Nothing in the data should be left out, so repeat it all exactly.

··· Dataset records ···

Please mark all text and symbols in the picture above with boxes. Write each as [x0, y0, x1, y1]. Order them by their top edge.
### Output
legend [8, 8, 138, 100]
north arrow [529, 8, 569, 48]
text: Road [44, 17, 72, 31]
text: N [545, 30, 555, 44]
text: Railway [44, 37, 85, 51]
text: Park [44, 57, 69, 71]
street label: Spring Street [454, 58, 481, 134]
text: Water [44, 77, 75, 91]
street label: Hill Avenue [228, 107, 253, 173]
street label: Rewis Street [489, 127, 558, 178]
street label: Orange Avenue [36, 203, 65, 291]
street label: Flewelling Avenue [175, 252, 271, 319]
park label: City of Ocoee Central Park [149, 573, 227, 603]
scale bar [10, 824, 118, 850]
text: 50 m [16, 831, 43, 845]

···

§ Task solution:
Please mark all text and symbols in the picture above with boxes. Write each as [x0, y0, x1, y1]. Order them by their top edge.
### Output
legend [8, 8, 138, 100]
north arrow [529, 8, 569, 48]
text: Road [44, 17, 72, 31]
text: N [545, 30, 555, 44]
text: Railway [44, 37, 85, 51]
text: Park [44, 57, 69, 71]
street label: Spring Street [454, 58, 481, 134]
text: Water [44, 77, 75, 91]
street label: Hill Avenue [228, 107, 253, 173]
street label: Rewis Street [489, 127, 558, 178]
street label: Orange Avenue [36, 203, 65, 291]
street label: Flewelling Avenue [175, 252, 271, 319]
park label: City of Ocoee Central Park [149, 573, 227, 603]
scale bar [10, 824, 118, 850]
text: 50 m [16, 831, 43, 845]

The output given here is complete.